Based on 2 peer-reviewed studieskitchen
Verdict: Use with care

Use with care. A plastic spatula protects the coating from scratches, but it does not fix the heat and wear problems of nonstick pans.

What's actually in it

Plastic spatulas are often nylon or polypropylene. They are used with nonstick pans because they scratch less than metal. That helps the coating, but it does not make the pan or the utensil a forever material.

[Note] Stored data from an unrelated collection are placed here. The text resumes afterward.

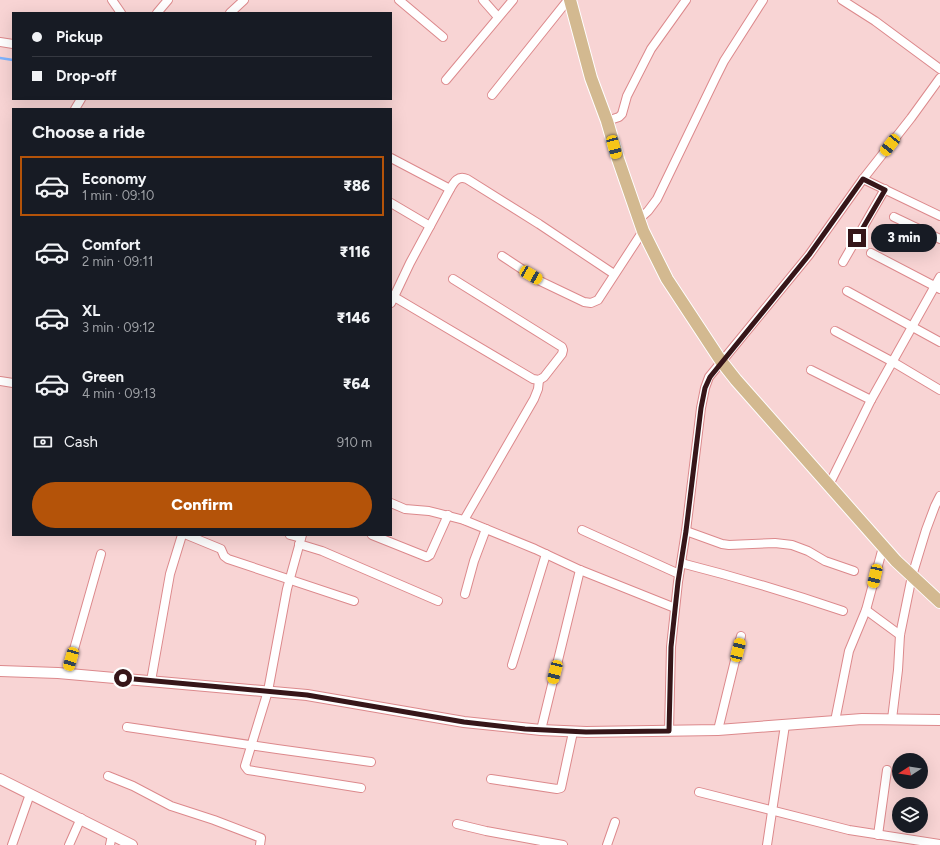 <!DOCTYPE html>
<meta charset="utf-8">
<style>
body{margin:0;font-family:Figtree,sans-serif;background:#20242c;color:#f1f3f6;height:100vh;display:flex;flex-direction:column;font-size:15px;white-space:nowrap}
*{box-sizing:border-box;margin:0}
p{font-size:13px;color:#9ea1a6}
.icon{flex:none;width:22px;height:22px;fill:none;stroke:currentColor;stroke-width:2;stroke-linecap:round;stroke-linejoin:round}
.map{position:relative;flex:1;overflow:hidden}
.details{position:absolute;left:12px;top:108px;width:380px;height:428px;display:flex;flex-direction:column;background:#171b24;border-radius:0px;box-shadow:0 4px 16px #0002}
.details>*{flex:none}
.guide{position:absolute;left:12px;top:12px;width:380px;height:88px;border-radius:0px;box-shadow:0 4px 16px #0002;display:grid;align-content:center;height:88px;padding:0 20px;background:#171b24}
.needle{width:26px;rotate:258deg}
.fabs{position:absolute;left:892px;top:753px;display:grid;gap:8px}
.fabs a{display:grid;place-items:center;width:36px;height:36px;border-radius:50%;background:#171b24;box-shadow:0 4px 16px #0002;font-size:20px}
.end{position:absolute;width:18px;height:18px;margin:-9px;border:5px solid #361619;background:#fff;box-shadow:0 0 0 2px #fff}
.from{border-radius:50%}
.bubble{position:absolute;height:28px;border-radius:14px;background:#171b24;box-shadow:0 4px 16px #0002;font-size:13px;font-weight:800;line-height:28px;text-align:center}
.car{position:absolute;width:12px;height:24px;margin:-12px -6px;border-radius:5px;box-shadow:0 0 3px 1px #0007;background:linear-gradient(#f5c518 24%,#345 0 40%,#f5c518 0 76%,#345 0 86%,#f5c518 0)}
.guide b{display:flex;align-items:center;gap:14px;height:38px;font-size:15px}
.guide b+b{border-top:1px solid #363941}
.guide i{width:10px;height:10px;background:#f1f3f6}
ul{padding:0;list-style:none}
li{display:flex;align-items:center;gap:12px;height:60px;margin:0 8px 6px;padding:0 12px;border:2px solid transparent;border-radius:0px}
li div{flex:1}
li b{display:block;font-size:15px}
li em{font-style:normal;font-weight:800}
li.current{border-color:#b45309}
li>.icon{width:36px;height:36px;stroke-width:1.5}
h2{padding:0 20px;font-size:18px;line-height:48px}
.pay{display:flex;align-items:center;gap:10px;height:44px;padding:0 20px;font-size:15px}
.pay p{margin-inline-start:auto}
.action{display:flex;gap:8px;margin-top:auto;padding:8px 20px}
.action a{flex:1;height:46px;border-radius:24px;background:#b45309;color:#fff;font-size:16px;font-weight:800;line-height:46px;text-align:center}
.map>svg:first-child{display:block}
</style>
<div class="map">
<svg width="940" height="845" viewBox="0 0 940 845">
<rect width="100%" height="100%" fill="#f8d4d4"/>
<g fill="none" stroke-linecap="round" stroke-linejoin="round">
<polyline stroke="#7eb3fe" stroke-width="2.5" points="0,58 13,60"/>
<g stroke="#dc898c" stroke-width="10">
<g id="minor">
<polyline points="112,0 121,13"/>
<polyline points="399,0 443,37"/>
<polyline points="483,0 498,17"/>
<polyline points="842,0 875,21 940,69"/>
<polyline points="157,13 168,0"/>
<polyline points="230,13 244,0"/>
<polyline points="0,42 13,44"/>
<polyline points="446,80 513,0"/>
<polyline points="492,95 568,0"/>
<polyline points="75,109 81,99"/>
<polyline points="607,121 619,117 622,114 627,96 651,49 686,0"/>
<polyline points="391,158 450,189"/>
<polyline points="863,179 940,216"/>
<polyline points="391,203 430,226"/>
<polyline points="894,217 940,239"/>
<polyline points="638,220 648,211 657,199 715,79 724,61 763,0"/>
<polyline points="871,253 940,289"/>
<polyline points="502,256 540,281 584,302 591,303 598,300 643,231"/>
<polyline points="843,262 885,189"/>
<polyline points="847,291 940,342"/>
<polyline points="391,295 533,379 539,380 544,377 562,354 563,350 562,347 453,279"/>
<path d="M391 303 410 263 450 189C454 182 458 175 467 179L539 224 614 274"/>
<polyline points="835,331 893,362 940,390"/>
<polyline points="811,370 871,400"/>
<polyline points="0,381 13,383"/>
<polyline points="829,485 871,400 940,277"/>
<polyline points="391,503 405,509 429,511 464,520 535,549 580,570 675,608"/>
<polyline points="464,520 534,399 538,389 539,380"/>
<polyline points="582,530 679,574"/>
<polyline points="686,531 722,544 729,545 775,543 792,545 808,551 825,561 854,571"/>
<polyline points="187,535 221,549 224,556 228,559 354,601"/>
<polyline points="290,535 301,538"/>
<polyline points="302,535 287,589 268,691 245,766 248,770 361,788"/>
<polyline points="372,535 427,557 430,555 448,515"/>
<polyline points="299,544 322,551 438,601"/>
<path d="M681 563C736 577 790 593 843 611"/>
<polyline points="465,594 474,561 486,529"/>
<polyline points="866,610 900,635"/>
<polyline points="512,665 546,554"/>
<polyline points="67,674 101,554"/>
<polyline points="151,681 170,574 182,535"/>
<polyline points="892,719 898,670 900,635 912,576 926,530 935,506 940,496"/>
<polyline points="835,721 849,651 866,610 883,547"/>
<polyline points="127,727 277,749 371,762"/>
<polyline points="541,730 580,570"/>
<polyline points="718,730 741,636"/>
<polyline points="669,731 671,647 678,582 686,531 701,408 705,388 709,377 809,255 863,179 911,118 940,78"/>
<polyline points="108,776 133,786 171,806 214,820 261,838 260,845"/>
<polyline points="491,779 557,789 561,788 573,732"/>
<polyline points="699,792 849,830 940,844"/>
<polyline points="457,824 486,831 563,845"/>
<polyline points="878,835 887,770"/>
<polyline points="12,845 30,794"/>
<polyline points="69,845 81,818"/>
<polyline points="110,845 112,835"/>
<polyline points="607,845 615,822"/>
<polyline points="767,845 785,725"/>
</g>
</g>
<g stroke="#dc898c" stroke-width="12">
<g id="tertiary">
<polyline points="0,671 58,673 307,695 464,722 541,730 586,732 718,730 862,719 940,720"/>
<polyline points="0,779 132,845"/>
</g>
</g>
<g stroke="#fff" stroke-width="14">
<polyline id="primary" points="570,0 591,78 607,121 618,159 643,231 667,279 721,361 736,380 896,561 940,602"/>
</g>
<use href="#minor" stroke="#fff" stroke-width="8"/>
<use href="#tertiary" stroke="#fff" stroke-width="10"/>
<use href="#primary" stroke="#d3b990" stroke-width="12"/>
</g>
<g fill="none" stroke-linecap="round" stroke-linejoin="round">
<polyline stroke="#361619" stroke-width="5" points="123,678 307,695 464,722 525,729 586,732 669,731 671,647 678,582 686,531 701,408 705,388 710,377 809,255 863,179 885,190 857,238"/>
</g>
</svg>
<div class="fabs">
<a><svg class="needle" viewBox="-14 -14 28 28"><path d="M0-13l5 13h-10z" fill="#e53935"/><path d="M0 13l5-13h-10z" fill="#9ea1a6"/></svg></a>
<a><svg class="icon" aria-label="layers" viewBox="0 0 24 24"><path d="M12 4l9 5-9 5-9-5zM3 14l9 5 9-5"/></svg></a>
</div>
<i class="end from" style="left:123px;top:678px"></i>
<i class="end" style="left:857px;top:238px"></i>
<div class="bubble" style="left:871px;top:224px;width:66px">3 min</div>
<i class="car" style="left:890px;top:145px;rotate:218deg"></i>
<i class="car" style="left:614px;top:147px;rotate:165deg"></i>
<i class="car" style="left:531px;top:275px;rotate:120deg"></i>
<i class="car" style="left:875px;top:576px;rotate:193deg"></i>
<i class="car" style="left:738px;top:650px;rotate:14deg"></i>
<i class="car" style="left:71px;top:659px;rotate:196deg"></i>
<i class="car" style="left:555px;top:672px;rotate:194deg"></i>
<div class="guide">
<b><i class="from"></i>Pickup</b>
<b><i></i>Drop-off</b>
</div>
<section class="details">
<h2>Choose a ride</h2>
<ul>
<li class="current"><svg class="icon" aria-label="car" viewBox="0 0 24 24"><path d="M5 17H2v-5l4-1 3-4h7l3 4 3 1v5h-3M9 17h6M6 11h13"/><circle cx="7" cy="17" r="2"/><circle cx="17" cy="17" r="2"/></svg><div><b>Economy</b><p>1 min · 09:10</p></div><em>₹86</em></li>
<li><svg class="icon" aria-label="car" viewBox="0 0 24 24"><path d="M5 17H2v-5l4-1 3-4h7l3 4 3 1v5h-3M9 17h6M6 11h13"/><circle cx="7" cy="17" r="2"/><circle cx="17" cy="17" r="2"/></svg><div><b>Comfort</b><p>2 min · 09:11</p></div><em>₹116</em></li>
<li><svg class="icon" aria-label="car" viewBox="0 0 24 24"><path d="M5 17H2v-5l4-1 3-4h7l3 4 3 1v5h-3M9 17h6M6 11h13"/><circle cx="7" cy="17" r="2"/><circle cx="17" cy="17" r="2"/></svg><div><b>XL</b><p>3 min · 09:12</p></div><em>₹146</em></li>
<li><svg class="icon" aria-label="car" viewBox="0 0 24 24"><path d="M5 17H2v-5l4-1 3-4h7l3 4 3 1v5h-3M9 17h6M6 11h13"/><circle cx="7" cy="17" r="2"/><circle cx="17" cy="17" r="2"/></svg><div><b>Green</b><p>4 min · 09:13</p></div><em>₹64</em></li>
</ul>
<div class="pay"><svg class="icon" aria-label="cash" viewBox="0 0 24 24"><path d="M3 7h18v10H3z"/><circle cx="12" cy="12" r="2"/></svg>Cash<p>910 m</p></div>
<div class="action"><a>Confirm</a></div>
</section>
</div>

The main rule is heat. If a plastic utensil gets soft, warped, rough, or melted, retire it. If a nonstick pan is scratched, flaking, or sticky, retire it too.

What the research says

A 2025 Journal of Hazardous Materials study tested PTFE microplastics and nanoplastics in human intestinal cell models. It found mitochondrial damage, inflammation, oxidative stress, and DNA damage under lab exposure conditions.

A 2025 Journal of Agricultural and Food Chemistry study found polypropylene food containers released nanoplastics and microplastics into water, with higher release after 90 C water contact than room-temperature water contact. That is container evidence, not a spatula test.

Practical takeaway: use low to medium heat with nonstick. Use wood utensils, replace melted plastic spatulas, and move high-heat cooking to stainless steel, cast iron, or carbon steel.

What to use instead

Replace melted plastic utensils with a wood spatula or olive wood utensil set, and keep nonstick pans on low to medium heat.